Examples of goals for brain injury recovery
- Long-Term Goal: I will order and pay for a cup of coffee at Starbucks independently.Short-Term Goal 1: I will identify which credit card is appropriate to use to buy coffee 4 out of 5 times.
- Short-Term Goal 2: I will “Thanks” accurately 4 out of 5 times.
- Short-Term Goal 3: I will say “A small cup of coffee please” with written cues accurately 4 out of 5 times.
- Short-Term Goal 4: I will identify what a reasonable price would be for coffee in 4 out of 5 attempts.
- Short-Term Goal 5: I will read a map to plan the most efficient way to reach Starbucks in 3 out of 4 trials.
- Short-Term Goal 6: I will read the word “milk” to make sure I select the correct liquid to add to my coffee in 4 out of 5 trials.
- Short-Term Goal 7: I will walk to Starbucks and back home with a caregiver with me leading the way accurately 2 out of 3 times.
- Short-Term Goal 8: I will walk to Starbucks and back home independently 2 out of 2 times.
Find activities that help you practice each short-term goal
For example, if I were using Constant Therapy, I might try the “Read a map” task to prep for Short-Term Goal 5, or if I didn’t want to use a credit card, I could use the “Count money” task to prepare to pay for my coffee.
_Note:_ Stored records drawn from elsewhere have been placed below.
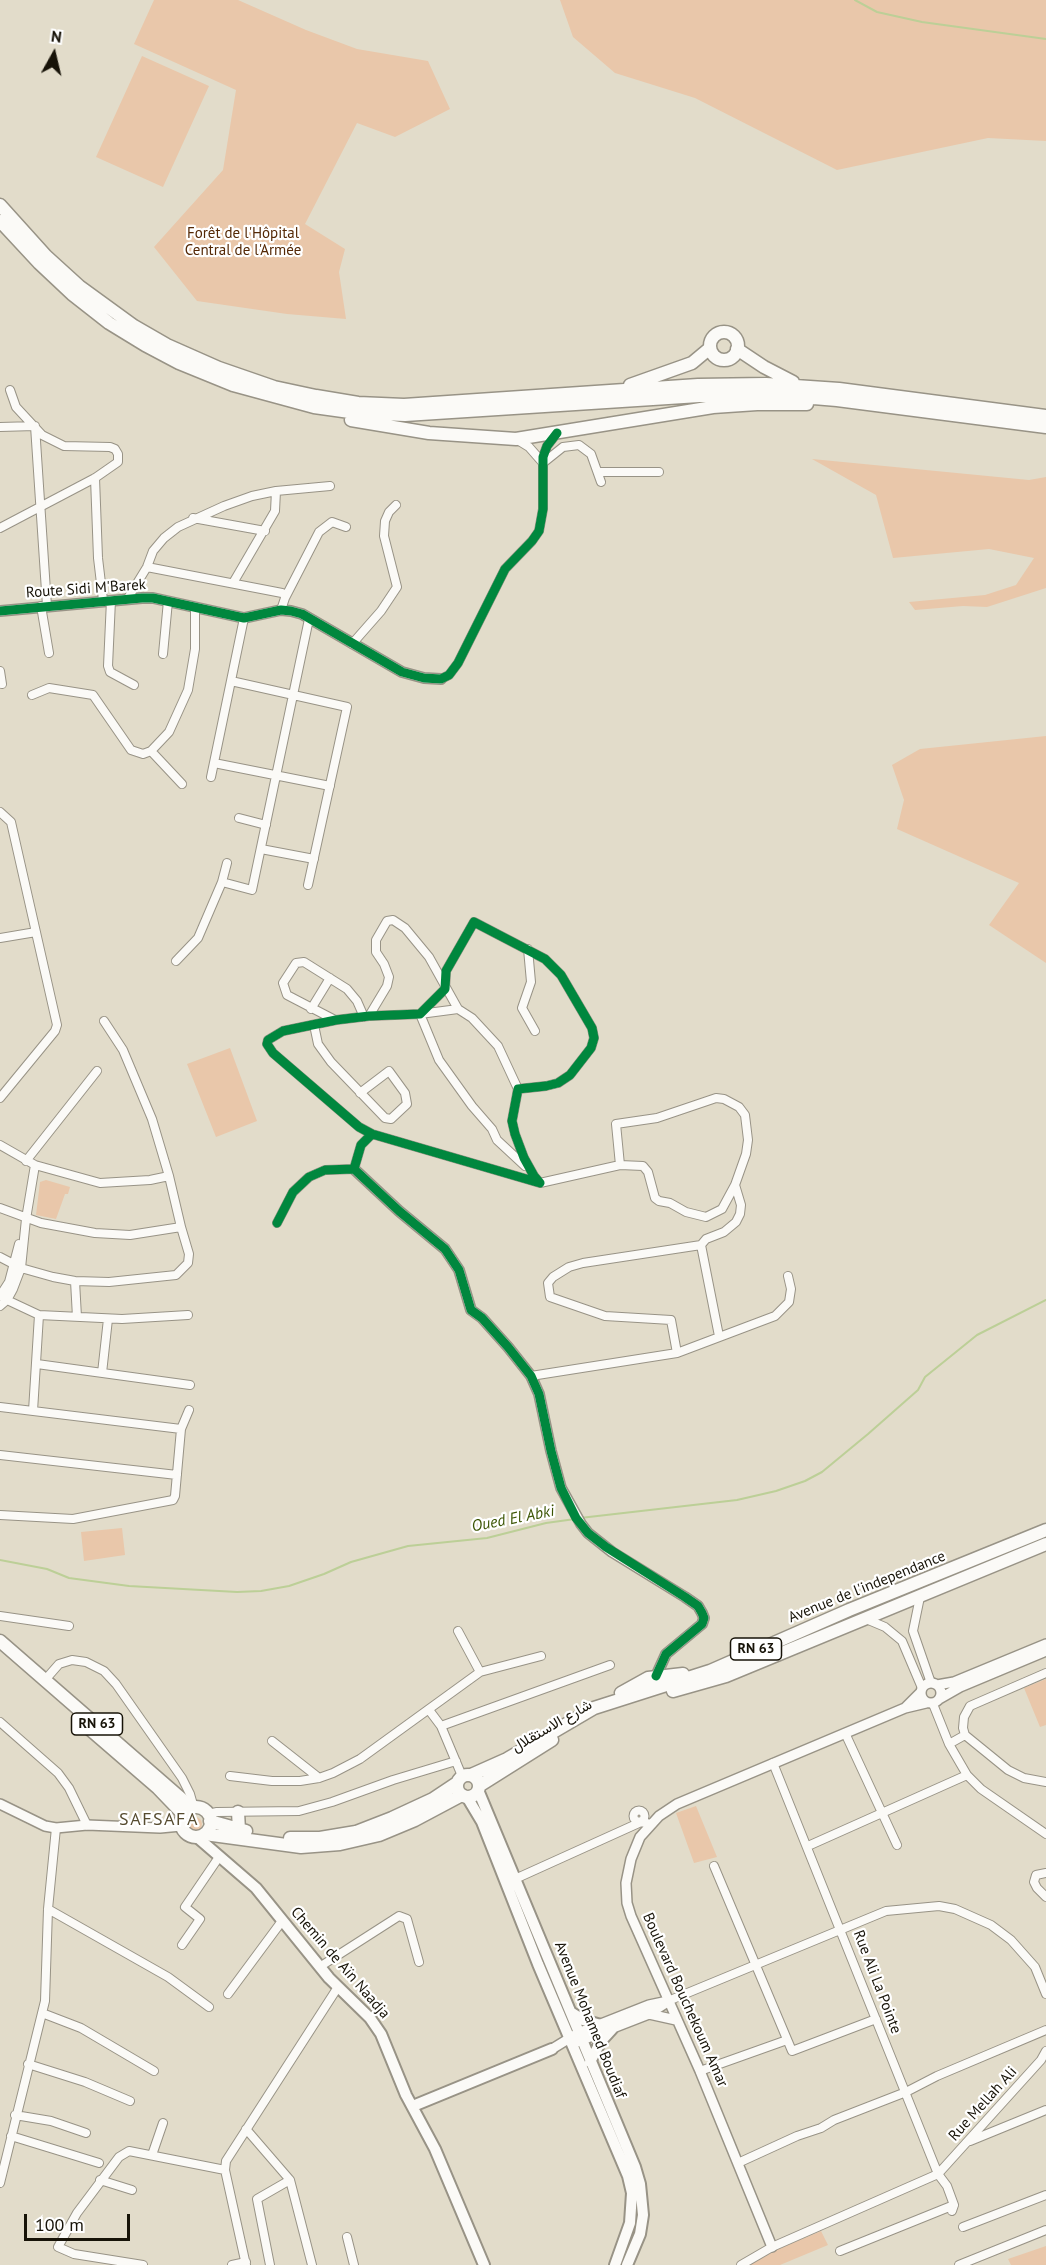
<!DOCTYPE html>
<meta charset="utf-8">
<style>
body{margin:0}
#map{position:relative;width:1046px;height:2265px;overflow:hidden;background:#e2dcca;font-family:"PT Sans",sans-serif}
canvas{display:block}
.north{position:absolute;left:24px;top:24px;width:60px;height:60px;-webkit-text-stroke:4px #fff;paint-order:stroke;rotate:8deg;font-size:16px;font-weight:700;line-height:24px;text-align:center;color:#171308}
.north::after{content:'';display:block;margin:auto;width:21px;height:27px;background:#171308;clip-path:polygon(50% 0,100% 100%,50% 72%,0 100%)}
.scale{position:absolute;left:24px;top:2214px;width:106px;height:27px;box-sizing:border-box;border:3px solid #171308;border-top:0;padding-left:8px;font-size:18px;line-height:21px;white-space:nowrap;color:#171308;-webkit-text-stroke:4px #fff;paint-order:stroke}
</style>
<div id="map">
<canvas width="1046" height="2265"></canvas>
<div class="north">N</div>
<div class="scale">100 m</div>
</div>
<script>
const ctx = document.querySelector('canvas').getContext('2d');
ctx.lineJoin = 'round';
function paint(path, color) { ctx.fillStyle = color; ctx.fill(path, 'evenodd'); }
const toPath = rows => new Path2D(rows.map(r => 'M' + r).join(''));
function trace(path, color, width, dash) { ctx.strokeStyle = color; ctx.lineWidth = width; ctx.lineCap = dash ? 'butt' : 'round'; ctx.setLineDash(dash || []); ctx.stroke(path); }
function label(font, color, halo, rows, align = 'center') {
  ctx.font = font + ' "PT Sans",Vazirmatn,sans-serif'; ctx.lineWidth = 4.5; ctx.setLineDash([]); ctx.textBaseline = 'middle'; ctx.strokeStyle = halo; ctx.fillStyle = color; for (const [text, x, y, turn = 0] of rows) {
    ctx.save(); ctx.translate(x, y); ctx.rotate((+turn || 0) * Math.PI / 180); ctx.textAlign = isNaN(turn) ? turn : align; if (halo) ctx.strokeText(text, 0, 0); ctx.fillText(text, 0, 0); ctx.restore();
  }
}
paint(toPath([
 [154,0,238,0,306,30,357,49,428,61,450,109,395,137,357,123,305,224,345,249,339,272,346,319,287,314,197,301,154,247,223,170,236,90,134,44],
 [560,0,1046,0,1046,141,988,138,837,170,695,98,615,73,573,37],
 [142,56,209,86,163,187,96,157],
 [812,459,1029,480,1046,477,1046,588,987,607,963,606,915,610,909,602,985,595,1016,585,1034,558,989,549,893,558,876,495],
 [1046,736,1046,963,989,925,1019,883,897,829,904,800,892,765,920,749],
 [230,1048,257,1121,216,1137,187,1064],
 [46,1180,70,1187,68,1194,65,1194,56,1219,36,1215,40,1182],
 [122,1528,125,1555,84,1561,81,1532],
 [1046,1679,1046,1725,1040,1727,1024,1688],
 [696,1806,717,1857,694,1863,676,1813],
 '188 1824a7 7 0 1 1 14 0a7 7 0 1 1-14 0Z',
 [821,2231,828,2245,780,2265,750,2265,778,2249],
 [1046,2246,1046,2265,1011,2265,1008,2259]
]), '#e9c7aa');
trace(toPath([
 [855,0,877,12,922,22,1046,39],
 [580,1518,737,1500,776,1491,805,1481,822,1472,868,1434,918,1390,925,1377,977,1335,1046,1300],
 [0,1560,47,1569,69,1578,129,1586,237,1592,261,1591,289,1586,324,1574,351,1562,408,1546,487,1538,546,1523,575,1519]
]), '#bccf97', 2);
const minor = toPath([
 [0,427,35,426,47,606],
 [516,439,529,447,543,463],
 [543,463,563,447,579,445,591,454,601,482],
 [598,472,659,472],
 [95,478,98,558,103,600],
 [193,518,265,531],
 [0,528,95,478,118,462,118,454,115,449,110,447,64,446,42,435,16,407,10,390],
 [147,567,282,593],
 [233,583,275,511,276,491],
 [128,598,147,567,153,551,164,538,178,527,224,506,252,496,276,491,330,486],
 [111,600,108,666,110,672,134,685],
 [41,606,49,653],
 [281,610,285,598,319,532,332,522,346,527],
 [352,644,381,611,397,587,384,536,385,521,389,512,396,505],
 [163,654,168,601],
 [0,671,2,684],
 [441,679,449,675,458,663,505,569,532,541,539,531,543,509,543,457,547,446,557,433],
 [231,681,347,707,308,885],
 [32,695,49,688,93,695,131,750,143,754,151,751,169,732,188,690,195,649,195,608],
 [151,751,182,784],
 [214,763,330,786],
 [211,777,244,618],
 [0,812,11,822,57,1025,55,1031,0,1098],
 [239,818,266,825],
 [261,849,314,859],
 [222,882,252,890,309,619],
 [0,938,36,932],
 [528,949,531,982,522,1008,535,1031],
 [176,961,198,938,222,882,227,863],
 [311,1009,330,978],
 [458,1009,420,1014,439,1060,472,1106,492,1129,497,1140,525,1166],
 [369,1016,387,986,389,977,384,964,376,952,376,940,387,921,393,920,405,928,429,957,458,1009,472,1018,498,1046,518,1089],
 [335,1020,287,995,283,983,296,963,304,962,347,989,357,1001,364,1017],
 [104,1021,123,1050,152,1119,169,1176,181,1227],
 [314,1025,318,1044,331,1062,385,1118,391,1119,407,1104,405,1093,389,1071,360,1093],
 [0,1145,35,1165,100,1183,150,1180,169,1176],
 [26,1161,97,1071],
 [620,1165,616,1124,657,1118,716,1098,724,1099,739,1107,745,1115,748,1140,746,1154,735,1185,741,1205,740,1214,736,1222,724,1232,706,1239,701,1245],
 [540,1183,620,1165,643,1166,648,1172,655,1198,659,1201,670,1203,686,1212,706,1217,722,1209,735,1185],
 [0,1208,41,1223,95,1233,130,1235,181,1227,189,1254,188,1263,176,1275,109,1282,75,1281,53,1277,21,1268,0,1257],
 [277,1223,293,1192,309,1177,325,1170,354,1169,361,1145,372,1134,540,1183,534,1176,524,1158,515,1134,512,1121,518,1089,546,1086,558,1083,570,1075,591,1048,594,1038,592,1028,561,975,545,959,474,922,446,971,445,989,420,1014,369,1016,336,1020,283,1031,268,1040,267,1044,273,1053,359,1127,372,1134],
 [75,1281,77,1317],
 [0,1296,9,1282,19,1244],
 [7,1300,39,1315,33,1411],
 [0,1306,7,1300,13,1289,21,1268,26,1219,35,1165],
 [39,1315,122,1319,188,1315],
 [677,1353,671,1320,605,1316,550,1297,548,1283,553,1277,569,1267,583,1263,701,1245,719,1336],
 [37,1364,190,1385],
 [102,1373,108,1319],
 [531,1376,677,1353,775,1316,789,1302,791,1289,788,1276],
 [0,1407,181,1429],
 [0,1455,177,1475],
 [0,1515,73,1519,173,1500,175,1496,181,1429,189,1410],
 [920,1597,913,1631,931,1683],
 [0,1616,69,1626],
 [866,1619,885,1627,902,1641,922,1688],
 [458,1631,480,1672],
 [1046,1673,970,1706,964,1717,963,1728,965,1735,1008,1770,1024,1778,1046,1782],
 [45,1680,59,1664,72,1660,86,1662,104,1671,116,1684,182,1778,190,1794,194,1808],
 [933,1704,949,1744,967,1775,981,1789,1046,1834],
 [429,1710,441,1726,610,1665],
 [0,1722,58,1773,69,1788,87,1825],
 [441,1726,462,1776],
 [845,1733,897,1845],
 [272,1741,319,1778],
 [949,1744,965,1735],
 [773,1763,938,2174,947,2186,954,2205,952,2211],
 [230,1776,272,1781,300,1781,319,1778,333,1773,360,1759,480,1672,541,1656],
 '633.5 1816a5.5 5.5 0 1 1 11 0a5.5 5.5 0 1 1-11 0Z',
 [208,1814,217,1812,299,1811,332,1802,393,1780,456,1761],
 [808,1846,967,1775],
 [714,1866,792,2051,876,2019],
 [1046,1873,1036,1875,1034,1882,1037,1888,1046,1897],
 [515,1879,641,1822,651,1824],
 [48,1909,168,1977,209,2007],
 [182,1945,200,1919,185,1907,219,1857],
 [321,1966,399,1916,407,1919,419,1962],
 [228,1994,282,1921],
 [668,2001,886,1911,939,1906,955,1909,991,1925,1011,1940,1035,1967,1046,1994],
 [42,2013,81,2028,154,2071],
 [28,2064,85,2082,130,2101],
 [700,2071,787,2040],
 [15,2115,51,2121,86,2133],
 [246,2129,290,2180,312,2265],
 [11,2136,99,2163],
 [970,2141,1046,2110],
 [152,2155,163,2123],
 [738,2163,797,2136,821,2128,834,2120,906,2092,937,2076,1046,2030],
 [100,2180,132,2190],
 [0,2183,45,2001,48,1909,56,1828],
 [963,2227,1046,2195],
 [347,2237,354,2265],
 [840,2251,954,2205],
 [143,2265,74,2254,58,2247,77,2213,119,2157,129,2151,225,2170],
 [232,2265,246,2262],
 [246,2265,225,2170,226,2161,338,1987],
 [270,2265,257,2199,290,2180],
 [741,2265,772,2247,938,2174,1041,2060,1046,2051],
 [959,2265,1046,2230]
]);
const tertiary = toPath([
 [0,611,142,598,153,598,244,618,281,610,291,611,302,614,402,672,424,678,441,679],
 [354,1169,399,1211,445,1249,459,1270,471,1310,482,1318,508,1347,531,1376,539,1394,551,1451,561,1488,581,1524,588,1533,612,1552,685,1597,698,1606,702,1613,704,1618,702,1624,666,1654,656,1676],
 '921 1693a10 10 0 1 1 20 0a10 10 0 1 1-20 0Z',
 [937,1685,954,1682,1046,1644],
 [920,1693,905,1708,926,1703],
 [939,1699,960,1687,1046,1651],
 [0,1804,45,1826,56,1828,87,1825,160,1828,181,1826],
 [649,2014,676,2020],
 [577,2042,649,2014,666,2003],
 [552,2049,578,2033,649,2005,668,2001],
 [772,2247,700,2071,631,1916,627,1903,626,1883,631,1859,640,1837,659,1816,677,1804,905,1708]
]);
const secondary = toPath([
 [478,1790,635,2167,640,2184,643,2215,640,2234,627,2265],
 [467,1797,482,1822,538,1964,628,2176,632,2193,630,2223,615,2265],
 [197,1837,256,1888,329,1978,370,2018,381,2034,406,2095,435,2149,484,2265],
 [572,2013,583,2020,601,2025],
 [590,2062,601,2041,612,2029],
 [413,2106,552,2049]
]);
const primary = toPath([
 [0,1641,192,1808],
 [673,1691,726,1676,1046,1544],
 [621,1693,648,1678,683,1674],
 [85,1725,158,1788,183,1814],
 '457 1786a11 11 0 1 1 22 0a11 11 0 1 1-22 0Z',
 [471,1775,507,1759,594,1708,710,1671,849,1610,1046,1530],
 [479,1786,552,1740],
 '181 1822a15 15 0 1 1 30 0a15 15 0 1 1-30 0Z',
 [238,1812,239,1830],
 [210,1821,246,1831],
 [205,1834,301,1847,340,1844,379,1835,415,1820,462,1795],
 [290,1838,320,1838,356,1832,392,1818,433,1799,457,1783]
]);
const trunk = toPath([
 [0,205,46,256,79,286,134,326,167,345,219,368,274,387,316,396,358,403,404,405,698,385,766,384,839,389,1046,416],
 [0,221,39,263,72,294,109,323,145,345,179,363,233,385,314,407,357,413,405,415,699,396,766,394,837,400,1046,427],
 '710 346a14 14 0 1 1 28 0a14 14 0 1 1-28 0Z',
 [737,349,764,367,793,382],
 [630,385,692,363,710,348],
 [351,420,429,433,516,439,713,407,757,404,807,404]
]);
trace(minor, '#989386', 10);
trace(tertiary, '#989386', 12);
trace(secondary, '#989386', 14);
trace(primary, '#989386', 15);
trace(trunk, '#989386', 15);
trace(minor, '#fbfaf7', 8);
trace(tertiary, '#fbfaf7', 9);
trace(secondary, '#fbfaf7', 10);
trace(primary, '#fbfaf7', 12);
trace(trunk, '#fbfaf7', 12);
trace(toPath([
 [0,611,142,598,153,598,244,618,281,610,291,611,302,614,402,672,424,678,441,679,449,675,458,663,505,569,532,541,539,531,543,509,543,457,547,446,557,433],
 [354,1169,361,1145,372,1134,540,1183,534,1176,524,1158,515,1134,512,1121,518,1089,546,1086,558,1083,570,1075,591,1048,594,1038,592,1028,561,975,545,959,474,922,446,971,445,989,420,1014,369,1016,336,1020,283,1031,268,1040,267,1044,273,1053,359,1127,372,1134],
 [277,1223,293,1192,309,1177,325,1170,354,1169,399,1211,445,1249,459,1270,471,1310,482,1318,508,1347,531,1376,539,1394,551,1451,561,1488,576,1518,588,1533,606,1547,685,1597,698,1606,702,1613,704,1618,702,1624,666,1654,656,1676]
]), '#00873e', 9);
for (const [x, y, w] of [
 [756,1649,51],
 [97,1724,51]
]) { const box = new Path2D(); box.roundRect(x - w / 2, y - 11, w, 22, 4.5); ctx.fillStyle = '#fff'; ctx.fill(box); trace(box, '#171308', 1.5); }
label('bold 14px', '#171308', null, [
 ["RN 63",756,1649],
 ["RN 63",97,1724]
]);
label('15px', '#542805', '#fff', [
 ["Forêt de l'Hôpital",243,234],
 ["Central de l'Armée",243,251]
]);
label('15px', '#171308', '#fff', [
 ["Route Sidi M'Barek",86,589,-4],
 ["Avenue de l'independance",867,1587,-22],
 ["شارع الاستقلال",552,1726,-30],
 ["Chemin de Aïn Naadja",340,1963,49],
 ["Rue Ali La Pointe",877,1982,69],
 ["Boulevard Bouchekoum Amar",685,2000,66],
 ["Avenue Mohamed Boudiaf",590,2020,68],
 ["Rue Mellah Ali",983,2104,-48]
]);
label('italic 16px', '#3c5504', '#fff', [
 ["Oued El Abki",513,1519,-11]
]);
ctx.letterSpacing = '1.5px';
label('18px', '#564b2f', '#fff', [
 ["SAFSAFA",159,1820]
]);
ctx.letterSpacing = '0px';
</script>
You could use our “Understand written words” task to work on reading to prep for having to read information while at the coffee shop. Other goals lend themselves easily to straight routine and practice. You and your caregiver might make the walk to and from Starbucks once a day until you’ve got it down.
Parting words of advice for those recovering from stroke or brain injury
Note that I didn’t demand perfection on most of my short-term goals. Often it was “4 out of 5 times” – you don’t want to make your expectations so high that you can’t move on to harder goals. In fact, sometimes working on harder goals makes those easier skills move along. If you find yourself stuck on an easier goal, try out a harder one just to test out if that actually might help.
Goals did require, however, 100% accuracy on something that would affect my safety – walking to Starbucks and home independently (Short-Term Goal 8). Safety first!!
Goals are not set in stone. If you need to, change them! Oftentimes, the more you work towards a long-term goal, the more short-term goals you’ll realize you need, or the more you’ll realize that this goal just isn’t for you. It’s OKAY to change your goals! The purpose of goals is to help you improve, and if a goal isn’t doing that, or is just making you feel discouraged, it’s time to tweak it.